In a case in which it was held that an employee was unfairly dismissed for setting up a camera to monitor anyone who entered his private office, the Employment Appeal Tribunal (EAT) has also provided useful guidance on the approach employers should take to investigating and hearing connected disciplinary hearings against more than one employee.
- In most cases involving covert surveillance the complaint is that the employee has been covertly monitored by the employer; in this case, it was the other way round. The employer should have carried out a balancing exercise between the employee’s right to protect his confidential information and the privacy rights of others before deciding to dismiss.
- Employers may wish to include covert surveillance of any kind at any time by their employees as gross misconduct in disciplinary policies.
- The Acas Code on Disciplinary and Grievance Procedures says that where possible, the same person should not carry out both the investigation and disciplinary hearing against the same person. It is silent on connected disciplinary proceedings against different employees, so the EAT’s guidance will be helpful to employers. It is not necessary to “seal off” connected but not identical investigations from each other. Witness statements may be used in multiple hearings if they are relevant.
- For further information and to discuss what this development might mean for you, please get in touch with your usual Baker McKenzie contact.
In more detail
Mr. Anderson was an employee and director who, after a breakdown in trust between the directors of the company, was dismissed on five of the seven grounds of misconduct of which he had been accused. One of the grounds was that he had refused to hand over the password to his computer; another was that, having refused to disclose his password, he had secretly set up a camera in his office to monitor whether anyone entered the room to access his computer.
Two other employees were investigated, including a Mr. Richie, at the same time and, although the three cases were not identical, they were connected. Northbay engaged three external HR consultants to carry out the investigations and any subsequent disciplinary hearings and appeals. Mr. Anderson’s conduct was investigated by Ms. Bailey, and his disciplinary hearing was chaired by Ms. Newton. His appeal was dismissed by Ms. Flattery.

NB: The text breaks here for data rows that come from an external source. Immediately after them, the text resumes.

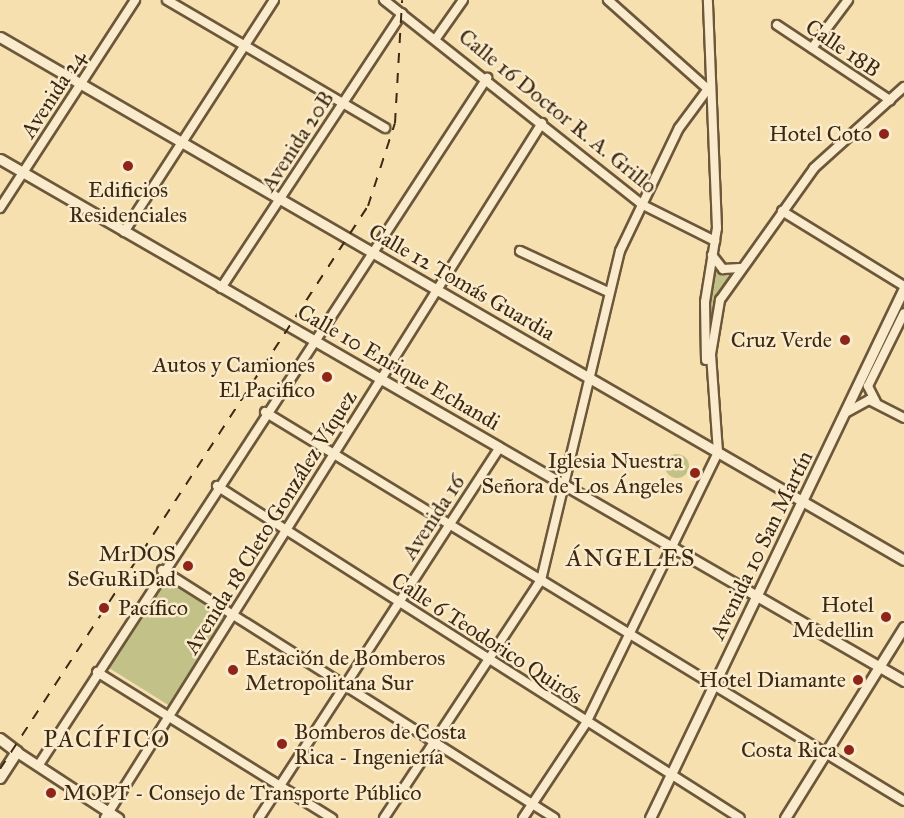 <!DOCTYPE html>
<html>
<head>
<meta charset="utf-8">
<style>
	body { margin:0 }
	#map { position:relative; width:904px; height:818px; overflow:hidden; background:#f7e0b0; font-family:"IM FELL Great Primer",serif }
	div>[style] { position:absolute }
	.green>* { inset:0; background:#c2c188; transform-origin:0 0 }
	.round { border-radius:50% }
	.roads { filter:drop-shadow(2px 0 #6c573a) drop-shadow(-2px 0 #6c573a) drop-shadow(0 2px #6c573a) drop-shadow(0 -2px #6c573a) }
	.minor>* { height:8px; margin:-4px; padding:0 4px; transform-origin:4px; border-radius:4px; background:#faebcc }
	.tertiary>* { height:9px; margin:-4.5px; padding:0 4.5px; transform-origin:4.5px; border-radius:4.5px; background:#faebcc }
	.secondary>* { height:10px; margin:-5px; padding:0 5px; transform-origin:5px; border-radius:5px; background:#faebcc }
	.rail>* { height:2px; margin-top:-1px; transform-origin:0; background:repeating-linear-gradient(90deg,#3d2912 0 10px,transparent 0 20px) }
	.dots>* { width:16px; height:16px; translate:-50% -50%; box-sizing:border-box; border:3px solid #faebcc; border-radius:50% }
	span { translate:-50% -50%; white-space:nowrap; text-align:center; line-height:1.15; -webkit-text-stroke:5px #faebcc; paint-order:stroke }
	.street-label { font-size:22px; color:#3d2912 }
	.poi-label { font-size:22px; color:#3d2912 }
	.right { translate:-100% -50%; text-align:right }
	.left { translate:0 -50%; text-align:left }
	.neighbourhood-label { font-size:24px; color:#3d2912; letter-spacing:1.5px }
</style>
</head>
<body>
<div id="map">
	<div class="green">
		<i style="clip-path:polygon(714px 266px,734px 273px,709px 318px,709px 288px)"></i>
		<i class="round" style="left:665px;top:454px;width:24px;height:24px"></i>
		<i style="left:164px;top:575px;width:74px;height:108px;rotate:32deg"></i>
	</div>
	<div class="roads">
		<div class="minor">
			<i style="left:167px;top:0;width:253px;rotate:30.4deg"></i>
			<i style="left:384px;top:0;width:328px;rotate:38.4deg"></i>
			<i style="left:641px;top:204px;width:83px;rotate:26.6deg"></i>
			<i style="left:608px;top:0;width:134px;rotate:41.7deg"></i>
			<i style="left:777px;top:25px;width:136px;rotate:33.6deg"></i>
			<i style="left:437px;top:37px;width:45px;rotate:-54.9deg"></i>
			<i style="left:812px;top:48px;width:60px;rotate:-53.1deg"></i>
			<i style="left:0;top:208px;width:248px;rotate:-57deg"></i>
			<i style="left:782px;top:211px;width:143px;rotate:31.6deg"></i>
			<i style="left:124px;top:232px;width:276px;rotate:-57.1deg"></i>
			<i style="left:520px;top:251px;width:97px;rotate:25deg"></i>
			<i style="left:712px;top:255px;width:18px;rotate:52deg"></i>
			<i style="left:723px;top:269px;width:17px;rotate:-3deg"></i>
			<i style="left:221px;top:288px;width:329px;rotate:-56.6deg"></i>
			<i style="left:706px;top:360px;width:58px;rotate:-91deg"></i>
			<i style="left:705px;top:302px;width:75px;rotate:-80.8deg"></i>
			<i style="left:717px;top:228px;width:228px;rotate:-92.3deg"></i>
			<i style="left:876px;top:402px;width:18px;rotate:-117deg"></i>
			<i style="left:868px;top:386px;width:81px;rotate:-63.7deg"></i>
			<i style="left:265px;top:412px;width:748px;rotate:31.33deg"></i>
			<i style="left:847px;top:412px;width:25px;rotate:-29deg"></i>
			<i style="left:869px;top:400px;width:39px;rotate:27deg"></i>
			<i style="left:217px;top:486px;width:619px;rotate:32.41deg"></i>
			<i style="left:162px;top:570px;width:464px;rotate:32.3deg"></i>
			<i style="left:97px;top:672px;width:277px;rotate:31.9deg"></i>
			<i style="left:38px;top:766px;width:822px;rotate:-56.87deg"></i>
			<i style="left:105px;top:818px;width:821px;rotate:-57.84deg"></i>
			<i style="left:259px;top:818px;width:442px;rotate:-57deg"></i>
			<i style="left:384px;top:818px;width:285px;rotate:-56.6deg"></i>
			<i style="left:541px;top:580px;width:338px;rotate:-76.5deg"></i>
			<i style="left:620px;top:251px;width:136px;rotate:-64.4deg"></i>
			<i style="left:679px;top:128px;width:49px;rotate:-53.4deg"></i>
			<i style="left:523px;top:818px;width:114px;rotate:-56.4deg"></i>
			<i style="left:586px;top:723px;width:301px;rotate:-64deg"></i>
			<i style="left:718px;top:452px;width:98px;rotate:-94.1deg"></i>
			<i style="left:711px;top:354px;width:55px;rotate:-80.5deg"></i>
			<i style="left:720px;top:300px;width:162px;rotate:-54.5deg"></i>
			<i style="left:814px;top:168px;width:121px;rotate:-42deg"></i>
		</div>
		<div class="tertiary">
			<i style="left:0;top:37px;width:1044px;rotate:30.05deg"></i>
			<i style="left:0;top:159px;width:1044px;rotate:30deg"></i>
			<i style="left:17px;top:752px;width:121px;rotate:33.2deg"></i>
			<i style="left:650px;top:818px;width:588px;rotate:-64.39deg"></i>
			<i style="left:785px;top:818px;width:225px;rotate:-58.1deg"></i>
		</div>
		<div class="secondary">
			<i style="left:0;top:739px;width:21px;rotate:37deg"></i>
			<i style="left:17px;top:752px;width:31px;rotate:123deg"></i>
		</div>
	</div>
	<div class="rail">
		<i style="left:0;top:769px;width:673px;rotate:-56.83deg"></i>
		<i style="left:368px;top:206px;width:87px;rotate:-72deg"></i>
		<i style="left:395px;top:123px;width:123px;rotate:-86.7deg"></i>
	</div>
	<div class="dots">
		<i style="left:884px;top:134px;background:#8f2418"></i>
		<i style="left:128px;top:166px;background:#8f2418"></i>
		<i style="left:845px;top:340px;background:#8f2418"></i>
		<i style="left:327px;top:377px;background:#8f2418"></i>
		<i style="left:695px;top:473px;background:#8f2418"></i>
		<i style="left:188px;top:566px;background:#8f2418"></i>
		<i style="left:104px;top:608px;background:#8f2418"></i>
		<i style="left:886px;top:617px;background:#8f2418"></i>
		<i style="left:233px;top:670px;background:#8f2418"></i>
		<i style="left:858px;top:680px;background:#8f2418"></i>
		<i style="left:282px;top:744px;background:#8f2418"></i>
		<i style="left:849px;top:750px;background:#8f2418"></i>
		<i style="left:51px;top:793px;background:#8f2418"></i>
	</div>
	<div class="street-label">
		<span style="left:843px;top:48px;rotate:34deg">Calle 18B</span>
		<span style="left:53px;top:94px;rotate:-57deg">Avenida 24</span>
		<span style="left:558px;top:111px;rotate:39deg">Calle 16 Doctor R. A. Grillo</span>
		<span style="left:297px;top:141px;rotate:-57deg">Avenida 20B</span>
		<span style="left:462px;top:282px;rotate:30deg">Calle 12 Tomás Guardia</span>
		<span style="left:399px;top:367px;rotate:30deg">Calle 10 Enrique Echandi</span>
		<span style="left:433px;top:517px;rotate:-57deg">Avenida 16</span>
		<span style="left:270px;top:522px;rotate:-58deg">Avenida 18 Cleto González Víquez</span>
		<span style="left:761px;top:545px;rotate:-64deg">Avenida 10 San Martín</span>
		<span style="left:487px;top:638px;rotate:33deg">Calle 6 Teodorico Quirós</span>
	</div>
	<div class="poi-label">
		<span class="right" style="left:872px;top:134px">Hotel Coto</span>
		<span style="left:128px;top:202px">Edificios<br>Residenciales</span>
		<span class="right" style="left:832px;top:340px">Cruz Verde</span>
		<span class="right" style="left:315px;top:377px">Autos y Camiones<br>El Pacifico</span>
		<span class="right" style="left:683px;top:473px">Iglesia Nuestra<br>Señora de Los Ángeles</span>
		<span class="right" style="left:176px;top:566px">MrDOS<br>SeGuRiDad</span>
		<span class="right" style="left:874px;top:617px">Hotel<br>Medellin</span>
		<span class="left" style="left:118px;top:608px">Pacífico</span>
		<span class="left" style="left:245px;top:670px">Estación de Bomberos<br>Metropolitana Sur</span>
		<span class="right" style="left:846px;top:680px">Hotel Diamante</span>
		<span class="left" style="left:294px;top:744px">Bomberos de Costa<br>Rica - Ingeniería</span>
		<span class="right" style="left:837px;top:750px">Costa Rica</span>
		<span class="left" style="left:63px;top:793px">MOPT - Consejo de Transporte Público</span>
	</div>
	<div class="neighbourhood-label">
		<span style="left:631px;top:559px">ÁNGELES</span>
		<span style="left:107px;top:740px">PACÍFICO</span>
	</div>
</div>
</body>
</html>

The employment tribunal upheld Mr. Anderson’s claim of unfair dismissal on all grounds. His dismissal was procedurally unfair because of failures in the investigation and because the outcome of the disciplinary process was pre-determined. The tribunal also found that there was a “fatal flaw” in in the investigation, because Ms. Newton had investigated another employee’s conduct and in doing so, had acquired knowledge relevant to Mr. Anderson’s case.
Northbay appealed to the EAT, which allowed its appeal.
Fair process when managing connected disciplinary proceedings
The EAT did not agree with the tribunal that there was a “fatal flaw” in the disciplinary process. Ms. Newton had taken a witness statement from Mr. Ritchie during her investigation into his conduct, and had used this knowledge during Mr. Anderson’s disciplinary hearing. The tribunal held that she should not have done so, and refused to consider Mr. Ritchie’s statement at the tribunal hearing.
The Acas Code on Disciplinary and Grievance Procedures states that, where practicable, the same person should not consult the investigation and disciplinary hearing in the same case. It does not refer to a situation such as in this case, where there are several disciplinary procedures. The EAT said that the critical question is whether investigating one of the employees is, in effect, investigating all of them.
It would not have been reasonable to expect Northbay to hire three different teams of HR consultants to investigate each separate employee’s conduct and hold any disciplinary hearings or appeals. There was no need for the investigations to be “sealed off” from one another. If a witness statement is relevant to several processes then it should be used in the interests of accuracy and coherence. The EAT directed the fresh tribunal to consider Mr. Ritchie’s evidence when the case was remitted.
In most cases involving covert surveillance the complaint is that the employee has been covertly monitored by the employer; in this case, it was the other way round. The employee, Mr. Anderson, tried to monitor his employer. His suspicions had been aroused because about two weeks before his suspension, on entering his office he found a USB drive and his computer keyboard lying on the floor and he then set up the camera after his suspension from work pending investigation.
The EAT upheld the finding that it was unfair to dismiss Mr. Anderson on this ground.
Employers wishing to use surveillance in the workplace are expected to carry out a balancing exercise and Northbay should have conducted a balancing exercise between colleagues’ right to privacy and Mr. Anderson’s wish to protect his confidential information.